Lompat ke isi utama

Berita

“SEPAKAT” (Senin Pengawas Berkomitmen dan Bermartabat), Perkuat kapasitas dan komitmen jajaran pengawas di seluruh daerah

1

“SEPAKAT” (Senin Pengawas Berkomitmen dan Bermartabat) yang digelar oleh Bawaslu Provinsi Sumatera Barat 

Badan Pengawas Pemilihan Umum (Bawaslu) Kabupaten Solok turut ambil bagian dalam kegiatan “SEPAKAT” (Senin Pengawas Berkomitmen dan Bermartabat) yang digelar oleh Bawaslu Provinsi Sumatera Barat pada Senin (20/4). Kegiatan yang menjadi agenda rutin ini mengangkat tema “Peran Strategis Perempuan dalam Pengawasan Pemilu” sebagai upaya memperkuat kapasitas dan komitmen jajaran pengawas di seluruh daerah.

Dalam keikutsertaan tersebut, Bawaslu Kabupaten Solok dihadiri langsung oleh Ketua Titony Tanjung bersama Anggota Haferizon, serta didukung oleh jajaran sekretariat. Kehadiran ini menjadi bentuk keseriusan Bawaslu Kabupaten Solok dalam mengikuti setiap ruang penguatan kelembagaan, khususnya pada masa non-tahapan pemilu yang tetap memerlukan konsolidasi dan peningkatan kualitas sumber daya manusia.

Kegiatan ini menghadirkan sejumlah narasumber berkompeten, di antaranya Anggota Bawaslu RI, Loly Suhenty, yang bertindak sebagai keynote speaker. Turut hadir pula Haritje Latuihamallo, Widyawati, dan Ade Jumiarti Marla yang memberikan perspektif dari berbagai pengalaman dan wilayah dalam pengawasan pemilu.

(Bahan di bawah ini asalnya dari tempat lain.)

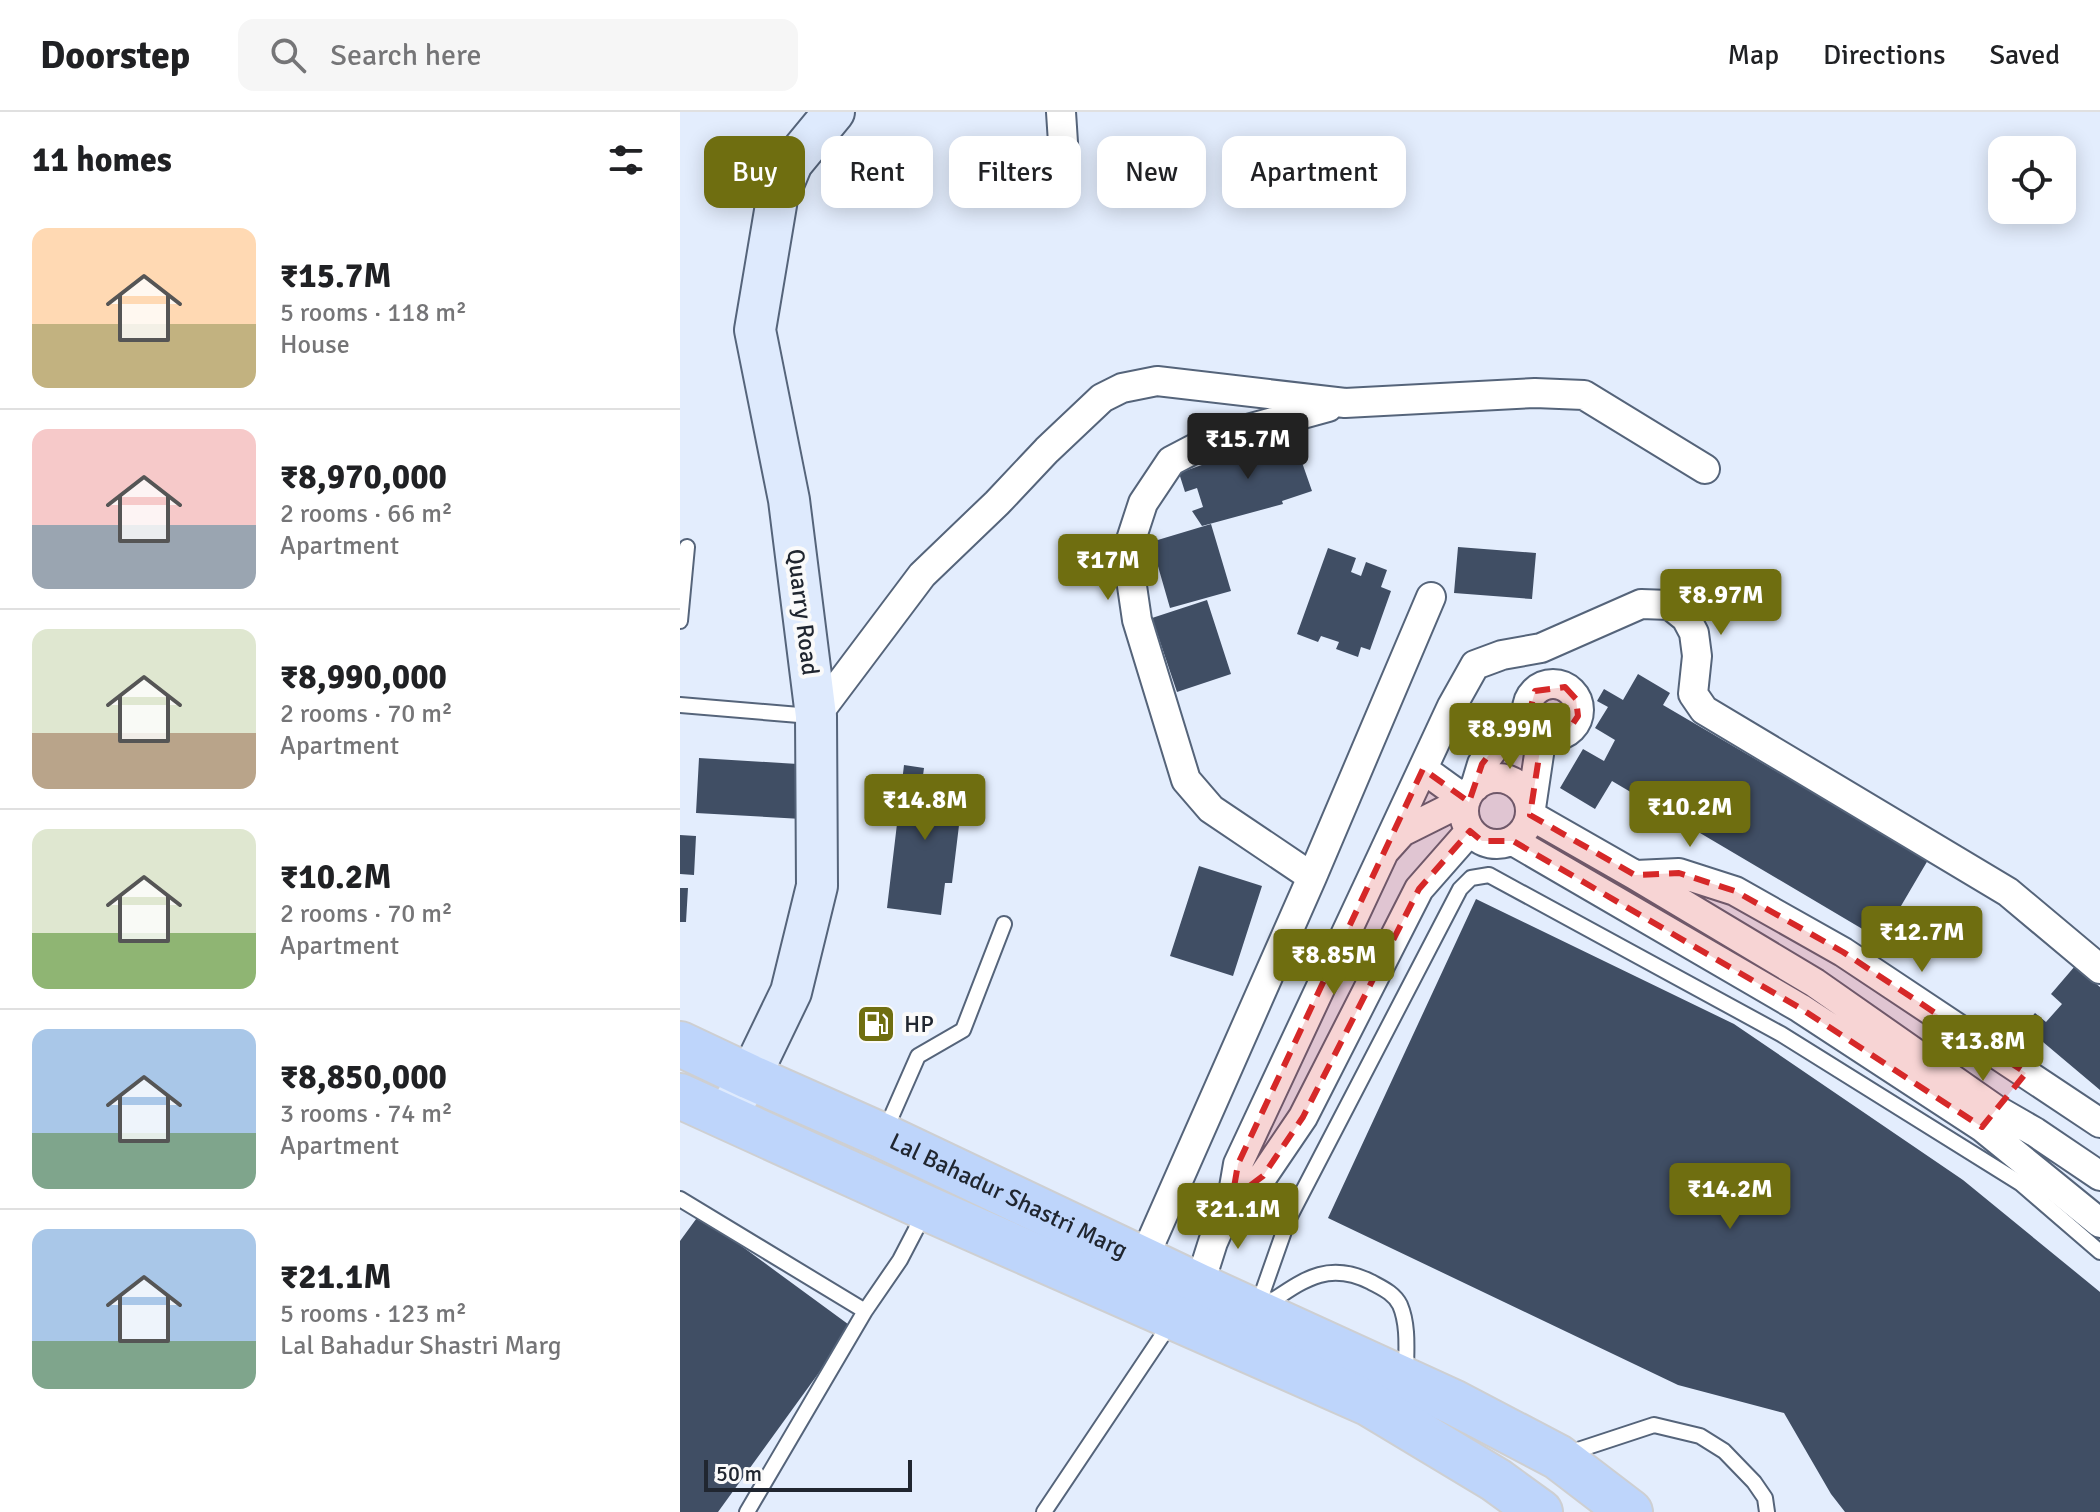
<!DOCTYPE html>
<html lang="en">
<head>
<meta charset="utf-8">
<style>
	:root { --surface:#fff; --page:#f6f6f6; --text:#202124; --muted:#757577; --line:#e0e0e0; --accent:#6f6e10 }
	body { margin:0; font-family:Signika,sans-serif; background:var(--page); color:var(--text); height:100vh; display:flex; flex-direction:column; font-size:30px; white-space:nowrap }
	* { box-sizing:border-box; margin:0 }
	p { font-size:26px; color:var(--muted) }
	.icon { flex:none; width:44px; height:44px; fill:none; stroke:currentColor; stroke-width:2; stroke-linecap:round; stroke-linejoin:round }
	.map { position:relative; flex:1; overflow:hidden }
	.sheet { display:flex; flex-direction:column; background:var(--surface); width:680px }
	.sheet>* { flex:none }
	.guide { position:absolute; left:24px; top:24px; width:760px; height:72px; display:flex; gap:16px }
	.tools { position:absolute; left:1308px; top:24px; display:grid; gap:16px }
	.tools a { display:grid; place-items:center; width:88px; height:88px; border-radius:16px; background:var(--surface); box-shadow:0 4px 20px #0003; font-size:40px }
	.scale { position:absolute; left:24px; bottom:20px; width:208px; box-sizing:border-box; padding-left:8px; border:4px solid #202630; border-top:0; font-size:22px; line-height:28px; white-space:nowrap; color:#202630; -webkit-text-stroke:6px #fafafa; paint-order:stroke }
	.price { position:absolute; translate:-50% -68px; padding:0 18px; border-radius:8px; background:var(--accent); color:#fff; font-size:26px; line-height:52px; filter:drop-shadow(0 2px 4px #0008) }
	.price::after { content:''; position:absolute; left:50%; top:48px; width:24px; height:18px; margin-left:-12px; background:inherit; clip-path:polygon(0 0,100% 0,50% 100%) }
	.price.selected { background:#222; color:#fff }
	ul { padding:0; list-style:none }
	li { display:flex; align-items:center; gap:24px; height:200px; padding:0 32px }
	li+li { border-top:2px solid var(--line) }
	li span { display:grid; place-items:center; flex:none; width:224px; height:160px; border-radius:16px; color:#555 }
	li>.icon { margin-inline-start:auto }
	span .icon { width:96px; height:96px; fill:#fffc; stroke-width:1 }
	li b { font-size:34px }
	h2 { display:flex; justify-content:space-between; align-items:center; height:96px; padding:0 32px; font-size:34px }
	.tag { padding:0 28px; border-radius:16px; background:var(--surface); box-shadow:0 4px 20px #0003; font-size:28px; line-height:72px }
	.tag.selected { background:var(--accent); color:#fff }
	header { display:flex; align-items:center; gap:48px; box-sizing:border-box; height:112px; padding:0 40px; background:var(--surface); border-bottom:2px solid var(--line) }
	header strong { font-size:38px }
	nav { display:flex; gap:44px; margin-inline-start:auto; font-size:28px }
	.search { width:560px; height:72px; background:var(--page); display:flex; align-items:center; gap:20px; box-sizing:border-box; padding:0 28px; border-radius:16px; color:var(--muted); font-size:30px }
	main { display:flex; flex:1; min-height:0 }
	.map>svg:first-child { display:block }
	.building { fill:#404e64 }
	.lines { fill:none; stroke-linecap:round; stroke-linejoin:round }
	.lane-casing { stroke:#55647a; stroke-width:18 }
	.street-casing { stroke:#55647a; stroke-width:32 }
	.secondary-casing { stroke:#55647a; stroke-width:44 }
	.primary-casing { stroke:#cecfd1; stroke-width:48 }
	.lane { stroke:#fff; stroke-width:14 }
	.street { stroke:#fff; stroke-width:28 }
	.secondary { stroke:#deeafd; stroke-width:40 }
	.primary { stroke:#bed5fb; stroke-width:44 }
	.marked { fill:#d62828; fill-opacity:0.2; stroke:#d62828; stroke-width:6; stroke-dasharray:16 10; stroke-linejoin:round }
	.labels { text-anchor:middle; dominant-baseline:central; stroke-width:8; stroke-linejoin:round; paint-order:stroke }
	.street-label { font-size:24px; fill:#202630; stroke:#fafafa }
	.poi-label { font-size:24px; fill:#202630; stroke:#fafafa; text-anchor:start }
</style>
</head>
<body>
<header>
<strong>Doorstep</strong>
<div class="search"><svg class="icon" aria-label="search" viewBox="0 0 24 24"><circle cx="10" cy="10" r="6"/><path d="M15 15l6 6"/></svg>Search here</div>
<nav><a>Map</a><a>Directions</a><a>Saved</a></nav>
</header>
<main>
<section class="sheet">
<h2>11 homes<svg class="icon" aria-label="filters" viewBox="0 0 24 24"><path d="M4 7h16M4 17h16"/><circle cx="9" cy="7" r="2"/><circle cx="15" cy="17" r="2"/></svg></h2>
<ul>
<li><span style="background:linear-gradient(#ffd9b3 60%,#c2b280 0)"><svg class="icon" aria-label="home" viewBox="0 0 24 24"><path d="M3 11l9-7 9 7M6 9v11h12V9"/></svg></span><div><b>₹15.7M</b><p>5 rooms · 118 m²</p><p>House</p></div></li>
<li><span style="background:linear-gradient(#f6c9c9 60%,#9aa5b1 0)"><svg class="icon" aria-label="home" viewBox="0 0 24 24"><path d="M3 11l9-7 9 7M6 9v11h12V9"/></svg></span><div><b>₹8,970,000</b><p>2 rooms · 66 m²</p><p>Apartment</p></div></li>
<li><span style="background:linear-gradient(#dfe7d0 65%,#b9a48a 0)"><svg class="icon" aria-label="home" viewBox="0 0 24 24"><path d="M3 11l9-7 9 7M6 9v11h12V9"/></svg></span><div><b>₹8,990,000</b><p>2 rooms · 70 m²</p><p>Apartment</p></div></li>
<li><span style="background:linear-gradient(#dfe7d0 65%,#8fb573 0)"><svg class="icon" aria-label="home" viewBox="0 0 24 24"><path d="M3 11l9-7 9 7M6 9v11h12V9"/></svg></span><div><b>₹10.2M</b><p>2 rooms · 70 m²</p><p>Apartment</p></div></li>
<li><span style="background:linear-gradient(#a9c7e8 65%,#7fa58c 0)"><svg class="icon" aria-label="home" viewBox="0 0 24 24"><path d="M3 11l9-7 9 7M6 9v11h12V9"/></svg></span><div><b>₹8,850,000</b><p>3 rooms · 74 m²</p><p>Apartment</p></div></li>
<li><span style="background:linear-gradient(#a9c7e8 70%,#7fa58c 0)"><svg class="icon" aria-label="home" viewBox="0 0 24 24"><path d="M3 11l9-7 9 7M6 9v11h12V9"/></svg></span><div><b>₹21.1M</b><p>5 rooms · 123 m²</p><p>Lal Bahadur Shastri Marg</p></div></li>
</ul>
</section>
<div class="map">
<svg width="1420" height="1400" viewBox="0 0 1420 1400">
	<rect width="100%" height="100%" fill="#e3edfd"/>
	<path class="building" d="M611,319L632,379L602,389L603,392L522,414L512,399L523,395L517,376L505,380L499,361L576,334L577,337L598,329L596,324Z
		M531,412L551,479L490,496L471,430Z
		M778,435L856,441L852,487L774,481Z
		M648,436L676,446L671,460L681,464L686,450L707,458L701,475L711,479L690,538L681,535L678,545L656,537L659,530L641,524L638,530L617,522Z
		M527,488L551,562L497,580L472,506Z
		M958,562L990,581L983,593L1248,748L1201,828L932,669L915,697L880,676L903,637L924,649L935,628L915,616L928,595L917,589L924,577L943,588Z
		M19,646L118,652L116,680L124,681L122,707L16,701Z
		M224,653L244,656L242,671L264,674L265,662L285,664L272,771H265L261,803L207,796Z
		M0,723L16,724L14,763L0,762Z
		M519,754L582,774L553,864L490,844Z
		M0,776H8L6,810H0Z
		M796,787L1054,912L1283,1068L1420,1180V1400H1165L1151,1382L1104,1301L998,1273L648,1106Z
		M1395,854L1420,875V978L1344,914L1355,901L1366,910L1382,892L1371,882Z
		M19,1103L172,1215L38,1400H0V1129Z"/>
	<g class="lines">
		<defs>
			<path id="lane" d="M0,509L7,435
				M0,593L131,604
				M205,1019L238,944L283,918L324,812
				M0,1087L185,1199L67,1400
				M583,1195C620,1171 645,1147 691,1170C702,1176 714,1181 720,1193C729,1214 726,1240 726,1262
				M577,1196L608,1108L780,777L791,766L809,763L1101,922L1340,1071L1420,1140
				M185,1199L220,1148L245,1100
				M886,1342L974,1313L1020,1324L1044,1339L1074,1370L1085,1386L1087,1400
				M364,1400L492,1209"/>
			<path id="street" d="M381,0L384,46
				M847 598a26 26 0 1 1 52 0a26 26 0 1 1-52 0Z
				M136,604L242,463L317,391L367,338L422,286L442,276L477,269L665,291L855,281L904,283L1025,357
				M862,622L850,703L955,763L1135,871L1315,997L1355,1020L1420,1064
				M784 699a33 33 0 1 1 66 0a33 33 0 1 1-66 0Z
				M795,675L802,652L827,619L850,609
				M833,729L1120,896L1302,1015L1420,1111
				M704,740L772,594L795,553L822,543L861,536L961,492L990,493L1006,506L1014,521L1017,544L1013,582L1024,598L1328,780L1420,857
				M956,763L999,761L1055,779L1163,840L1420,1011
				M632,765L531,697L506,668L457,508L447,440L463,391L491,349L535,326L648,295
				M552,1087L583,1064L623,1005L739,777L790,719
				M463,1148L632,765L751,485
				M519,1174L533,1130L552,1087L558,1052L704,740L722,720L786,688L743,657"/>
			<path id="secondary" d="M52,993L70,965L111,880L137,774L136,604L109,388L75,218L97,87L112,51L154,0"/>
			<g id="primary">
				<path id="s1" d="M0,932L70,965L203,1024L519,1174L773,1290L878,1345L950,1400"/>
				<path d="M0,984L255,1100L688,1291L816,1368L860,1400"/>
			</g>
		</defs>
		<use href="#lane" class="lane-casing"/>
		<use href="#street" class="street-casing"/>
		<use href="#secondary" class="secondary-casing"/>
		<use href="#primary" class="primary-casing"/>
		<use href="#lane" class="lane"/>
		<use href="#street" class="street"/>
		<use href="#secondary" class="secondary"/>
		<use href="#primary" class="primary"/>
	</g>
	<path class="marked" d="M885,575L896,587L898,604L888,619L862,625L850,703L955,763L999,761L1055,779L1163,840L1346,961L1302,1015L1120,896L833,729H802L790,719L739,777L623,1005L583,1064L552,1087L558,1052L743,657L789,690L802,652L827,619L847,610L855,579Z"/>
	<defs>
		<symbol id="fuel-square" viewBox="-11 -11 22 22"><rect x="-9" y="-9" width="18" height="18" rx="4" fill="#6f6e10" stroke="#fafafa"/><path d="M-5.5-6h7V0h2V4h1.3V-2.5L3-4.5l.8-.8L6-3V5H2.5V1h-1V6h-7ZM-4.2-4.7v3.2H.2V-4.7Z" fill="#fff"/></symbol>
	</defs>
	<g fill-rule="evenodd">
		<use href="#fuel-square" x="174" y="890" width="44" height="44"/>
	</g>
	<g class="labels">
		<g class="street-label">
			<text transform="translate(123 500) rotate(83)">Quarry Road</text>
			<text stroke="none"><textPath href="#s1" startOffset="362">Lal Bahadur Shastri Marg</textPath></text>
		</g>
		<g class="poi-label">
			<text x="224" y="912">HP</text>
		</g>
	</g>
</svg>
<div class="tools">
<a><svg class="icon" aria-label="locate" viewBox="0 0 24 24"><circle cx="12" cy="12" r="6"/><path d="M12 2v4M12 18v4M2 12h4M18 12h4"/></svg></a>
</div>
<div class="scale">50 m</div>
<b class="price selected" style="left:568px;top:369px">₹15.7M</b>
<b class="price" style="left:428px;top:490px">₹17M</b>
<b class="price" style="left:1041px;top:525px">₹8.97M</b>
<b class="price" style="left:830px;top:659px">₹8.99M</b>
<b class="price" style="left:245px;top:730px">₹14.8M</b>
<b class="price" style="left:1010px;top:737px">₹10.2M</b>
<b class="price" style="left:1242px;top:862px">₹12.7M</b>
<b class="price" style="left:654px;top:885px">₹8.85M</b>
<b class="price" style="left:1303px;top:971px">₹13.8M</b>
<b class="price" style="left:1050px;top:1119px">₹14.2M</b>
<b class="price" style="left:558px;top:1139px">₹21.1M</b>
<div class="guide">
<a class="tag selected">Buy</a>
<a class="tag">Rent</a>
<a class="tag">Filters</a>
<a class="tag">New</a>
<a class="tag">Apartment</a>
</div>
</div>
</main>
</body>
</html>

Dalam penyampaiannya, Loly Suhenty menegaskan bahwa peran perempuan dalam pengawasan pemilu tidak hanya dilihat dari sisi kuantitas, melainkan juga kualitas dan kontribusi nyata dalam menjaga integritas proses demokrasi. Ia juga mengapresiasi pelaksanaan program “SEPAKAT” sebagai wadah konsolidasi yang efektif untuk menjaga semangat pengawasan di tengah jeda tahapan pemilu.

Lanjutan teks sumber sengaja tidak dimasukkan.